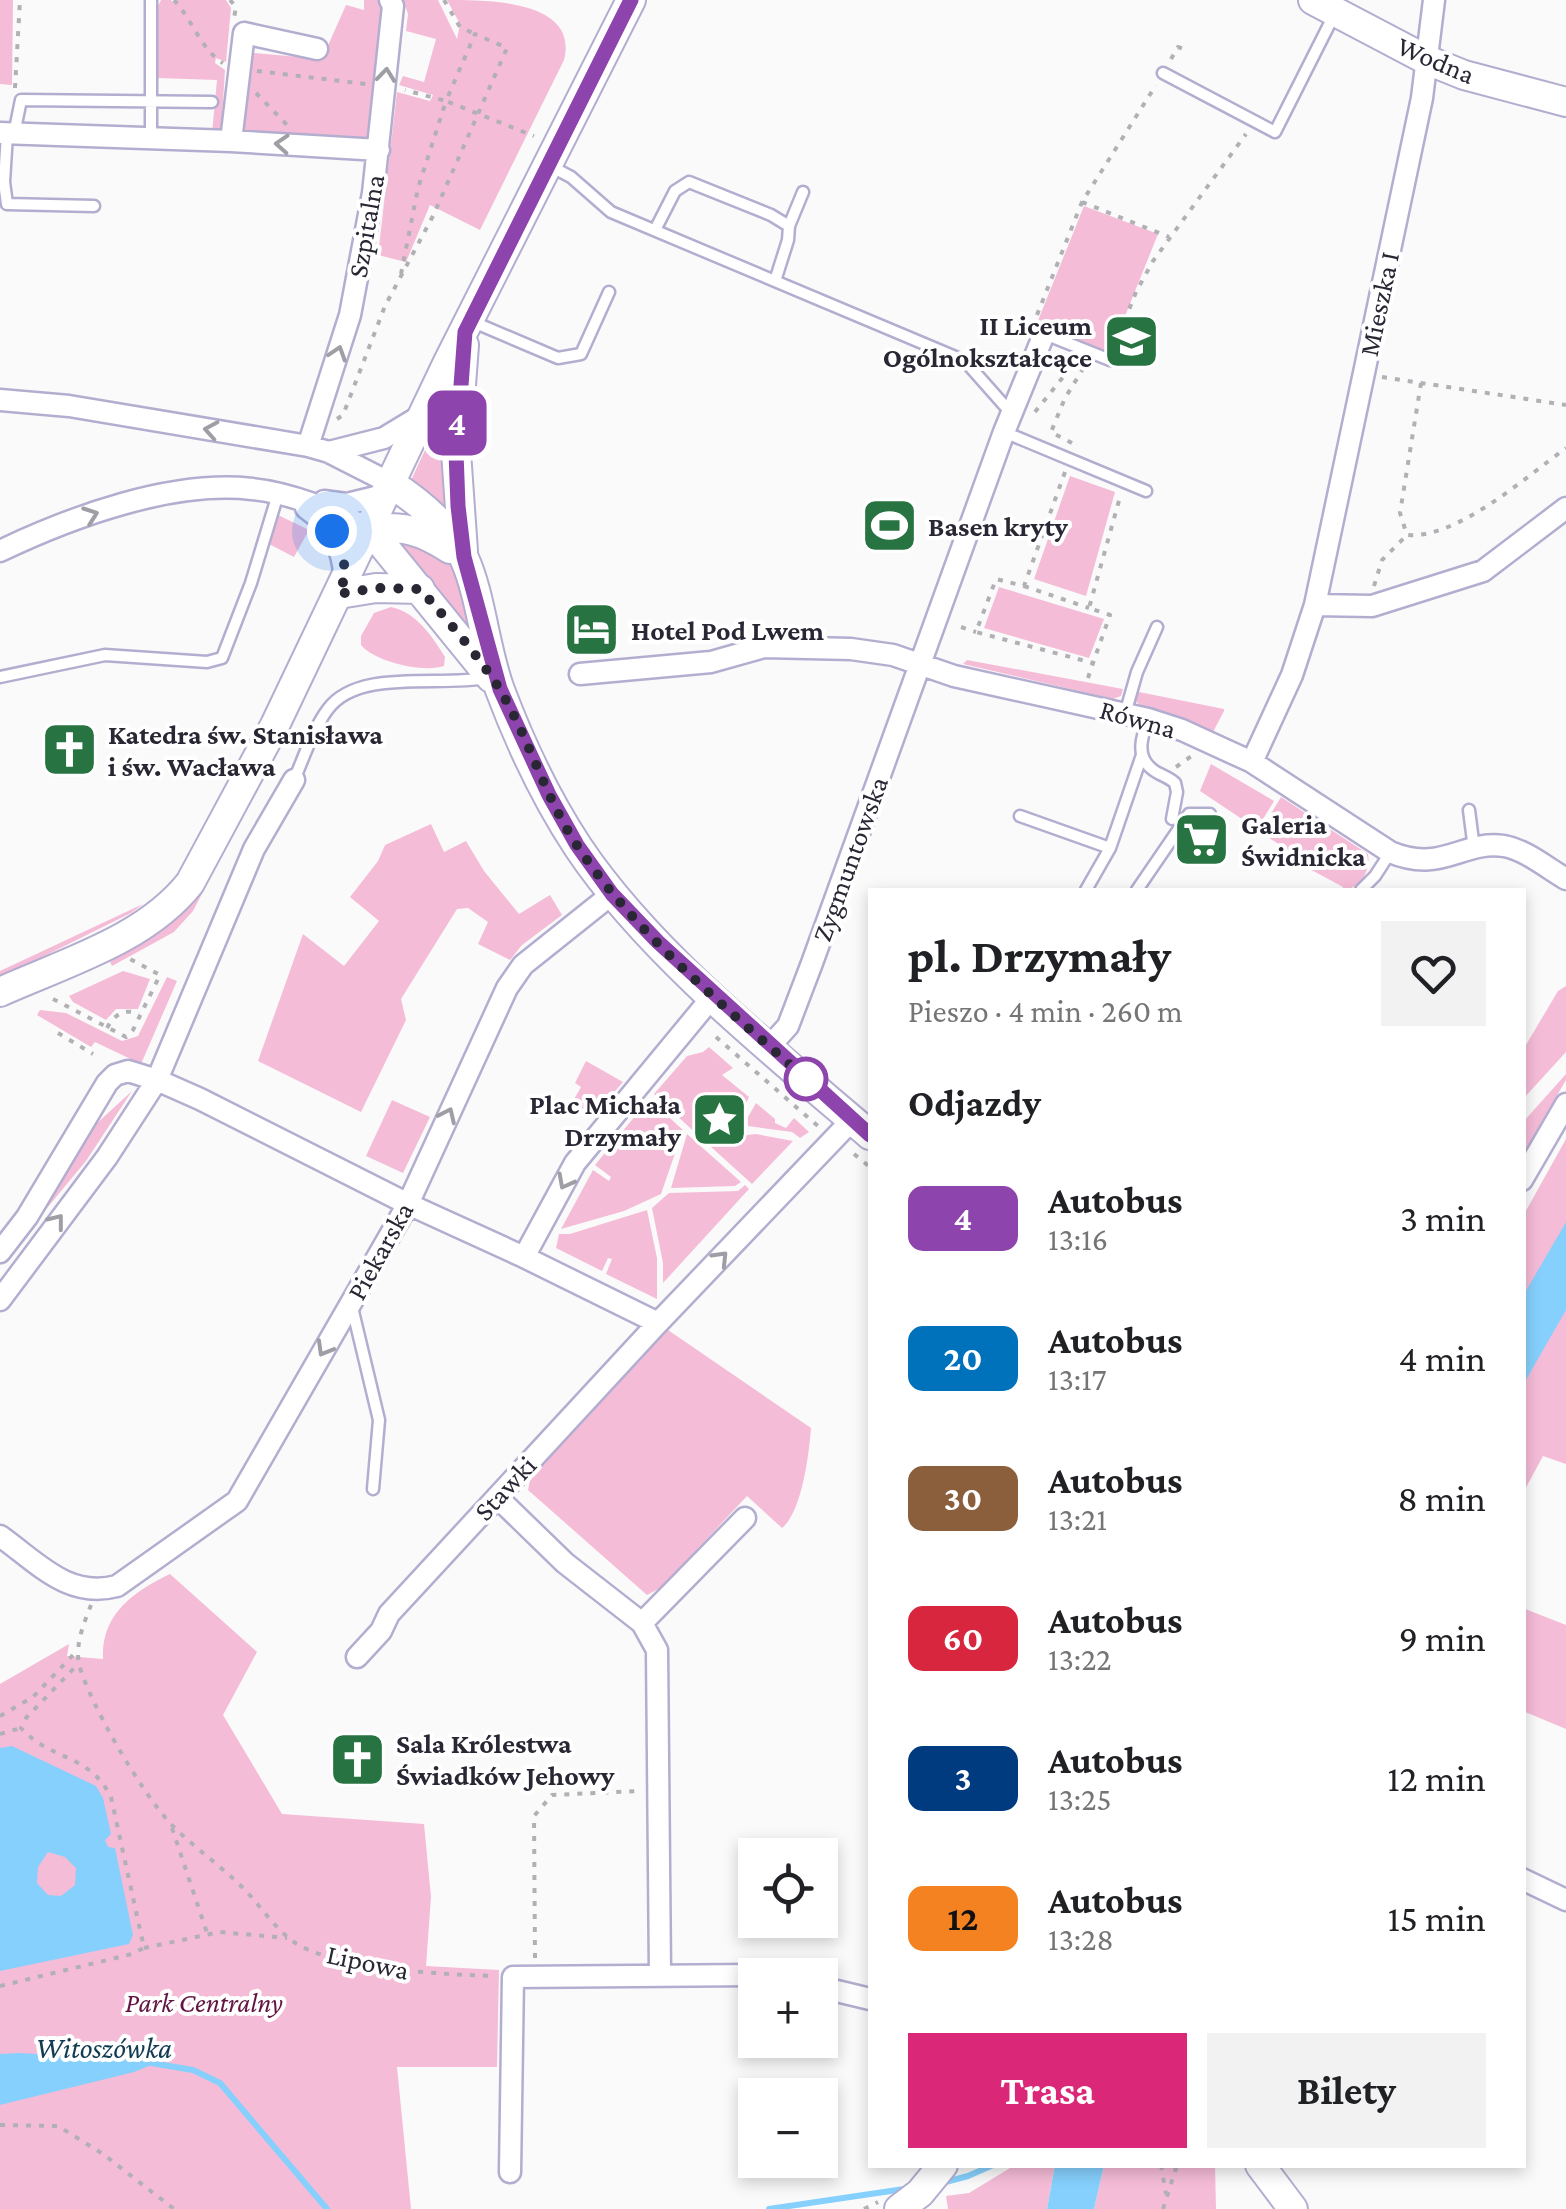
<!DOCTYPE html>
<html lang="pl">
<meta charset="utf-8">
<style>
:root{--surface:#fff;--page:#f2f2f2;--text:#202124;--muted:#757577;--accent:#db2777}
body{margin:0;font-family:"Crimson Pro",serif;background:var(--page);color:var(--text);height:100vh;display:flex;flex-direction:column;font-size:38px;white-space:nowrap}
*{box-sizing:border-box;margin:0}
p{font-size:32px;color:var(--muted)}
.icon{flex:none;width:55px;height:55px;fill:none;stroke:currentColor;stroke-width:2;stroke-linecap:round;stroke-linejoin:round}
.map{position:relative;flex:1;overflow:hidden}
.drawer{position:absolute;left:868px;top:888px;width:658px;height:1280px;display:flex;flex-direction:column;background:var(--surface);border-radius:0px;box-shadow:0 5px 15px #0003}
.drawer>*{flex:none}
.badge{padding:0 20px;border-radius:15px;font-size:35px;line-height:65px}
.fabs{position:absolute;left:738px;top:1838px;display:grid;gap:20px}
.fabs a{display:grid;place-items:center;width:100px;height:100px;border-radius:0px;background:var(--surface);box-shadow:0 5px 15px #0003;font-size:50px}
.you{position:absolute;width:50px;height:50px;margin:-25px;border:8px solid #fff;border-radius:50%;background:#1a73e8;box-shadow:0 0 0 15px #1a73e833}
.map>.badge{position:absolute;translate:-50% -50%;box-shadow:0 0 0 5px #fff}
h2{padding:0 40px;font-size:38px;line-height:90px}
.round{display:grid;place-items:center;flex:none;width:105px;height:105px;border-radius:0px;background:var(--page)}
.head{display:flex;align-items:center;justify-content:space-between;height:170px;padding:0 40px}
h1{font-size:48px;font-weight:700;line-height:75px}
.primary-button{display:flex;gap:20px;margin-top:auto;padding:20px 40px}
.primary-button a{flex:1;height:115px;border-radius:0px;background:var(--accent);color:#fff;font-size:40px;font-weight:700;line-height:115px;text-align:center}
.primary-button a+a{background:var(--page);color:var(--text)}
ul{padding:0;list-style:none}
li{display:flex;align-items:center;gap:30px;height:140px;padding:0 40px}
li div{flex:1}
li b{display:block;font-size:38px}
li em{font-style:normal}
li .badge{min-width:110px;font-weight:700;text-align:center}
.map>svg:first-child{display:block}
</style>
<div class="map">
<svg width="1566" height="2209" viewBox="0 0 1566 2209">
<rect width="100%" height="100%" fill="#fafafa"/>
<!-- green -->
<path fill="#f5bcd7" d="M0,0H13L12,85L0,84Z
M161,0H171L175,4L177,0H226L231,8L226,62L216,58L215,63L225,70L221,133H212L217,80L157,78L156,10Z
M364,0H380L384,7L375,132L363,143L242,132L245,61L254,53L322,59L346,5L364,10Z
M403,0H438L457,39L460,24L447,0C489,0 579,0 564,60L480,230L430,205L406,262L378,255L397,92L430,101L433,95L399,85L403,76L424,82L436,39L406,31L408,14Z
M1084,206L1158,234L1109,356L1042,329L1037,323Z
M435,429L446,432L447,515L411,486V480Z
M1070,476L1115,492L1086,596L1034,579Z
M278,515L309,530L294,557L269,544Z
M395,534L450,559L470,628L466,629L401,556Z
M999,587L1104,619L1089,658L984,628Z
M391,607C416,612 432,636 445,657L444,666C423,673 375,662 361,645V636L374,613Z
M342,626L193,911L174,932L112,966L110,962L154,932L198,890L244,814Z
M967,660L1123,689L1121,696L1113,699L963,664Z
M1134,691L1224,709V711L1213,732L1143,707L1135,701Z
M1211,764L1274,801L1257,829L1200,791Z
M1281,797L1368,854C1371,871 1360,889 1342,890L1343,887L1293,860L1296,855L1260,832Z
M431,824L444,852L466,841L484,871L519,914L550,895L562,915L522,945L510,960L478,944L488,922L468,908L457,909L401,999L406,1020L361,1112L258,1061L303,934L344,966L379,921L350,897L378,861L385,845Z
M143,904L131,913L0,978V971Z
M123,971L150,979L138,1009H116L106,1020L73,1002L69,996Z
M167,977L177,981L141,1064L95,1042L91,1047L37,1015L40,1010L66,1013L122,1041L138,1036Z
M1566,986V1052L1523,1099V1050L1558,991Z
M709,1047L733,1068L722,1075L749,1097L741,1114L743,1127L731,1129L733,1117L729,1111L714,1110L710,1123L717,1132L704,1141L654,1094L687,1056L703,1052Z
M586,1061L623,1082L593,1117L573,1101L581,1087L575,1083Z
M1566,1074V1080L1523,1154V1122Z
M132,1091L86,1161L37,1220L96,1124Z
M649,1099L683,1130L661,1194L624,1211L561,1229L593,1170L609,1181L611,1177L595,1165Z
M392,1100L430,1117L403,1173L366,1156Z
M756,1103L775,1119V1123L786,1128L794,1118L809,1132L800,1138L792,1132L748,1126V1117Z
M687,1134L741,1182L735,1186L671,1188Z
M756,1134L793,1141L752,1184L710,1146L723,1138Z
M1566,1139V1464L1543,1456L1523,1493V1216Z
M745,1185L749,1189L663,1283V1263L652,1208L669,1193L738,1191Z
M647,1210L657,1258V1299L606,1274L612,1259L608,1258L602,1271L556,1248L559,1234H570Z
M668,1330L811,1428C809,1454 802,1512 782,1528L747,1496L662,1587L647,1595L528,1490L531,1476Z
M170,1574L257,1652L223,1715L282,1814L424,1824L431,1897L426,1966L499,1970L497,2067H397L411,2209H0V1684L69,1644L67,1656L103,1659C101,1614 133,1592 170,1574Z
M1523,1608L1566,1625V1729L1523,1711Z
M1015,2165H1055L1047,2209H948L946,2196L969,2193Z
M1104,2165H1215L1216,2209H1094Z"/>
<!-- water -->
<path fill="#86d0fd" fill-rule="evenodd" d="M1566,1222V1310L1523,1385V1296Z
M12,1746L96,1786L103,1798L111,1834L105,1840L108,1847L115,1848L133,1935L129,1944L0,1971V1748ZM48,1852L65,1857L76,1868L75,1885L61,1896L48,1895L37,1883L38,1867Z
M19,2053L155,2060L156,2063L134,2072L0,2105V2054Z
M1055,2165H1104L1094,2209H1047Z"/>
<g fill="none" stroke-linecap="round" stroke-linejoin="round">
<!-- stream -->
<path stroke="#86d0fd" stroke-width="6" d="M151,2063L193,2070L220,2083L327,2209
M938,2184L968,2176L993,2165
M769,2209L911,2188"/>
<defs>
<path id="lane" d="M1163,73L1275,132L1335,13
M7,134L4,182L7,204L94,206
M14,134L21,100L212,102
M151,138V0
M552,167L571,177L611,212L965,361L1011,413
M789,226L803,192
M655,230L675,191L689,182L771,215L789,226L788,240L775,281
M471,321L558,358L581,354L609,292
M1045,334L1110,360
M1004,432L1146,491
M0,677L105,655L207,662L222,658L251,583L278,494
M1125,714L1137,672L1157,627
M1148,719C1142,736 1135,756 1152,769C1159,775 1167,776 1175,783L1177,792L1172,819
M294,780C304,757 313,729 328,709C358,668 441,687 486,678
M1469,810L1474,849
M1020,816L1110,848
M1086,890L1110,848L1142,755
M1137,890L1189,814H1210
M1361,890L1375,876L1390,853
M351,1303L379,1420L373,1489"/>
<path id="street" d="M0,133L231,141L379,150
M231,141L244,33L317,49
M0,400L69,406L308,446L329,452L390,483
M308,446L350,315L373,193L393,6L390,0
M329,452L384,438L422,415
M324,501L347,504L384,495
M306,508C333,527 342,546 345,579
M0,551C71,517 172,480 252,489C293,493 332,511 369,528
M1315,605L1422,98L1434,0
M580,674L711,662L764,647L851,649L893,655L954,676L1148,719L1182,730L1252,762L1292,675L1315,605L1372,606L1483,571L1566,508
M1252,762L1390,852C1442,874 1462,840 1504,846C1526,850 1547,868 1566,879
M713,996L575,1163L524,1257L658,1323L852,1120
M770,1046L788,1026L812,963L1004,432L1044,334
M1522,1180L1566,1104
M0,1252L27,1217L107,1083L115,1075L128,1071L157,1080L200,1099L408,1204L524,1257
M0,1300L107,1157L157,1080L254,849L294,780
M497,1497L565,1563L642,1623
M0,1536C38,1563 68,1599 117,1586L237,1501L408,1204L507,988L523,965L612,894
M357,1657L381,1631L389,1614L658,1323
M1522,1879L1566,1900
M660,1974L657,1650L642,1623L745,1518
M820,1987L870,1999
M510,2172L513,1977L755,1975"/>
<path id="secondary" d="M1313,0L1427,60L1464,75L1566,102
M390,483C418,501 450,527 464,558C481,595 485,650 500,690C520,743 547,800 578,847C648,952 774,1053 870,1135
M369,528L491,678
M369,528C405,527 419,529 450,549
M463,551L456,452L464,345
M339,594L376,588L420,589
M0,992C64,963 145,940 190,883L275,725L448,362L631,0
M1260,2165L1293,2209
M899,2209L920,2193L943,2165"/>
</defs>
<!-- lane casing -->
<use href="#lane" stroke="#b3aed0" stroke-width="15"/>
<!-- street casing -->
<use href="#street" stroke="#b3aed0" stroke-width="25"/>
<!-- secondary casing -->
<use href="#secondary" stroke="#b3aed0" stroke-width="32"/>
<!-- path -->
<path stroke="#b1b0b5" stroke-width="4" stroke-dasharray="5 8" stroke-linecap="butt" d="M174,0C192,19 201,50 223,63
M230,0L236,7L234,18
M444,0L460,27L475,34
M1171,59L1178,47L1187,50
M257,71L366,84
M15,88L20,0
M256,93L288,126
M1082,202L1169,237
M401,274L418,188L446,101L405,90
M1037,315L1082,202L1156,85
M1115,345L1136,292L1153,261L1246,134
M1382,377L1566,405
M1421,383L1400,513L1407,535C1457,539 1526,477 1566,448
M1035,412L1076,361
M337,419L343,415L385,306L433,216L507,48L475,34L446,101L534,136
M1072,443L1051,432L1065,398L1086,364
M1065,472L1024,586L996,579L976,632L1093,663L1110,615L1089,608L1120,497
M1024,586L1089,608
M1374,586L1382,560L1406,536
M961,627L976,632
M1088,678L1093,663
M1176,767L1193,755
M53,999L126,1037L133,1030L160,975L130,959
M107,1028C115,1014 124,1008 139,1014
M58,1033L93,1054
M716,1037L819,1127
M854,1154L870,1167
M91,1605C84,1623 75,1644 79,1664C89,1703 142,1793 170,1823C191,1845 217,1863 239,1884C257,1901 272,1925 291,1940C331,1970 443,1974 493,1976
M0,1716L33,1697L76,1652
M0,1734L21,1728
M172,1828L207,1933
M144,1948L220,1932L287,1938
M535,1958L534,1816L552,1795L638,1791
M0,1986L132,1954L144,1948L111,1797C88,1752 52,1762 21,1728L26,1718L79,1663
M0,2125L58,2126L103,2154L174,2209
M1161,2165L1166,2194
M864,2209L878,2202
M1163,2209L1177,2165"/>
<!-- lane -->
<use href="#lane" stroke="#fff" stroke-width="10"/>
<!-- street -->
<use href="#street" stroke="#fff" stroke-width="20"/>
<!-- secondary -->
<use href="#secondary" stroke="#fff" stroke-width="28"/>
</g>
<!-- one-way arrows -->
<defs><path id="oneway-chevron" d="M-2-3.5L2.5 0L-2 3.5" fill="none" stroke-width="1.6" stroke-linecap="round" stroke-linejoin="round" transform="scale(2.5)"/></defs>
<g stroke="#9f9ea4">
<use href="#oneway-chevron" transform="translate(386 75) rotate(-84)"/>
<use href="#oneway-chevron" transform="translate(282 144) rotate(-176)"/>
<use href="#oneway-chevron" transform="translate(338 353) rotate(-72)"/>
<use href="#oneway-chevron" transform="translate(211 430) rotate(-170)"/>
<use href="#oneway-chevron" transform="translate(91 515) rotate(-20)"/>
<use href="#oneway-chevron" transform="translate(448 1115) rotate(-65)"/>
<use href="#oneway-chevron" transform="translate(565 1182) rotate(118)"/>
<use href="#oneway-chevron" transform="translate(57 1221) rotate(-52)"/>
<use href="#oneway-chevron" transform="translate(721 1258) rotate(-46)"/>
<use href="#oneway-chevron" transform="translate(324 1349) rotate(120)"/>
</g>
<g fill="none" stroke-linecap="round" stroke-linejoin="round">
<defs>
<path id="line" d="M631,0L465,332L456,452L458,506L464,557L500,689L549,795L577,845L612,894L658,942L870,1135"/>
</defs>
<!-- line casing -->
<use href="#line" stroke="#fff" stroke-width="22"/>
<!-- line -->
<use href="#line" stroke="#8e44ad" stroke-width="15"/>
<!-- walk -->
<path stroke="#292734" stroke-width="10" stroke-dasharray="0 18" d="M332,531C344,551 349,572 339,594L376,588L420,589C444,616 482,660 500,690C530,740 545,798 578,847C638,937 726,1007 806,1079"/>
</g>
<!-- icons -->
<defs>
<symbol id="school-square" viewBox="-11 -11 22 22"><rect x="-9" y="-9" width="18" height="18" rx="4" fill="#287342" stroke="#fff"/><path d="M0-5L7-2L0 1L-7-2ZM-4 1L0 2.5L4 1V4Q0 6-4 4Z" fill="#fff"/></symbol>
<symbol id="stadium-square" viewBox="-11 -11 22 22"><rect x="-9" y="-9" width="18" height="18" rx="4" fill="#287342" stroke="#fff"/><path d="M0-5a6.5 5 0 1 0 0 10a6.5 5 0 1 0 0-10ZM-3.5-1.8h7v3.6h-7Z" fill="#fff"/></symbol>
<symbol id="hotel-square" viewBox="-11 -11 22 22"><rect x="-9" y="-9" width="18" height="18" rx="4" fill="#287342" stroke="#fff"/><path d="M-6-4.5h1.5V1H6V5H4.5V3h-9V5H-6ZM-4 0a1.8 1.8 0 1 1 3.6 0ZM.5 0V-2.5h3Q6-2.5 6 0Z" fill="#fff"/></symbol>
<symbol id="church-square" viewBox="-11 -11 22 22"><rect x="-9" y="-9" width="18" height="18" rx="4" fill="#287342" stroke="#fff"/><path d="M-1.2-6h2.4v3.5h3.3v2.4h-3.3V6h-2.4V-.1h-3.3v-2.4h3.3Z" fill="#fff"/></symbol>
<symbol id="supermarket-square" viewBox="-11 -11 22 22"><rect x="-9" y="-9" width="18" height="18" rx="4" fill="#287342" stroke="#fff"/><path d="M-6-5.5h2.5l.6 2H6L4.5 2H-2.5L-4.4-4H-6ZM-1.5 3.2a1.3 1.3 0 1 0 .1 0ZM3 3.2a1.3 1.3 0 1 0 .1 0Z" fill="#fff"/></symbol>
<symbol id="sight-square" viewBox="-11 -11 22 22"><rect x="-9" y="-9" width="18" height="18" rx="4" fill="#287342" stroke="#fff"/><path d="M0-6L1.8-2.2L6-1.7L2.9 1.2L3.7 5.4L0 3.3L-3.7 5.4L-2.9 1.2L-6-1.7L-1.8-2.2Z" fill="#fff"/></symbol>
</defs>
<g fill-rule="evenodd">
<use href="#school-square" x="1100" y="310" width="63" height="63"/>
<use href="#stadium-square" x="858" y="494" width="63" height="63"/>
<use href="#hotel-square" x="560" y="598" width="63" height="63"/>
<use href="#church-square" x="38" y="718" width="63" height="63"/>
<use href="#supermarket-square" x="1170" y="808" width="63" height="63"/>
<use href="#sight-square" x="688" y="1088" width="63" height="63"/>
<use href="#church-square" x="326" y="1728" width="63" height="63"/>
</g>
<!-- markers -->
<circle fill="#fff" stroke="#8e44ad" stroke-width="5" cx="806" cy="1079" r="20"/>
<g text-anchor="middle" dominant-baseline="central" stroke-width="8" stroke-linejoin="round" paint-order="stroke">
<!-- street labels -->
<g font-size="28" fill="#292734" stroke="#fff">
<text transform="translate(1436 60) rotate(23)">Wodna</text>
<text transform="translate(366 226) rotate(-80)">Szpitalna</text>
<text transform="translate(1379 304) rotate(-78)">Mieszka I</text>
<text transform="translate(1138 719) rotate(16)">Równa</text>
<text transform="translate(850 859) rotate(-70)">Zygmuntowska</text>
<text transform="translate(380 1251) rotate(-61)">Piekarska</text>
<text transform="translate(505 1488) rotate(-47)">Stawki</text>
<text transform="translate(368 1962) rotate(12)">Lipowa</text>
</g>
<!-- poi labels -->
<g font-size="28" font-weight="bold" fill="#292734" stroke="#fff" text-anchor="start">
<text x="1092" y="325" text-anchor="end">II Liceum<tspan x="1092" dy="32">Ogólnokształcące</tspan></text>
<text x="928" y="526">Basen kryty</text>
<text x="631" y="630">Hotel Pod Lwem</text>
<text x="108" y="734">Katedra św. Stanisława<tspan x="108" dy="32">i św. Wacława</tspan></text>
<text x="1241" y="824">Galeria<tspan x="1241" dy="32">Świdnicka</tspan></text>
<text x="681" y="1104" text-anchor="end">Plac Michała<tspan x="681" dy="32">Drzymały</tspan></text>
<text x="396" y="1743">Sala Królestwa<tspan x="396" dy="32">Świadków Jehowy</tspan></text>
</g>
<!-- park labels -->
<g font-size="28" font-style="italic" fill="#631443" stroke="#fff">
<text x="204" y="2002">Park Centralny</text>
</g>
<!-- water labels -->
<g font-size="30" font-style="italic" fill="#103b51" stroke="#fff">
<text x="104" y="2047">Witoszówka</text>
</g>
</g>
</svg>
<div class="fabs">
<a><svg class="icon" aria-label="locate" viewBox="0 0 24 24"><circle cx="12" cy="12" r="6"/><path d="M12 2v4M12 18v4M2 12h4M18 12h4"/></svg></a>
<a>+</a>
<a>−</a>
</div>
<div class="you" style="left:332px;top:531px"></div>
<b class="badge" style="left:457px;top:423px;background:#8e44ad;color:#fff">4</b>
<section class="drawer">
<div class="head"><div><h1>pl. Drzymały</h1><p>Pieszo · 4 min · 260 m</p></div><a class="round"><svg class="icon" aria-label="heart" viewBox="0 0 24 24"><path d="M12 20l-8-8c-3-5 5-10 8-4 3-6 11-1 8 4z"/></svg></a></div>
<h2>Odjazdy</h2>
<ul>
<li><span class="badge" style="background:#8e44ad;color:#fff">4</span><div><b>Autobus</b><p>13:16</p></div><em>3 min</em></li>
<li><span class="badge" style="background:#0072bc;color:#fff">20</span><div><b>Autobus</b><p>13:17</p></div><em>4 min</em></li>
<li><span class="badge" style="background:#8b5e3c;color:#fff">30</span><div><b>Autobus</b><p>13:21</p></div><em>8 min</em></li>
<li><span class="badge" style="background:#d7263d;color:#fff">60</span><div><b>Autobus</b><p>13:22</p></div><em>9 min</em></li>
<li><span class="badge" style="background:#003b80;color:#fff">3</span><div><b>Autobus</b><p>13:25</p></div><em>12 min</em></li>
<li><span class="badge" style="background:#f58220;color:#111">12</span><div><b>Autobus</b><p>13:28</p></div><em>15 min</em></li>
</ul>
<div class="primary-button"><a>Trasa</a><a>Bilety</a></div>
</section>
</div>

* **EXERCISE DESCRIPTION**: Would you show each line of the listing above that has the string "fabs"?

* **TASK RESPONSE**:
.fabs{position:absolute;left:738px;top:1838px;display:grid;gap:20px}
.fabs a{display:grid;place-items:center;width:100px;height:100px;border-radius:0px;background:var(--surface);box-shadow:0 5px 15px #0003;font-size:50px}
<div class="fabs">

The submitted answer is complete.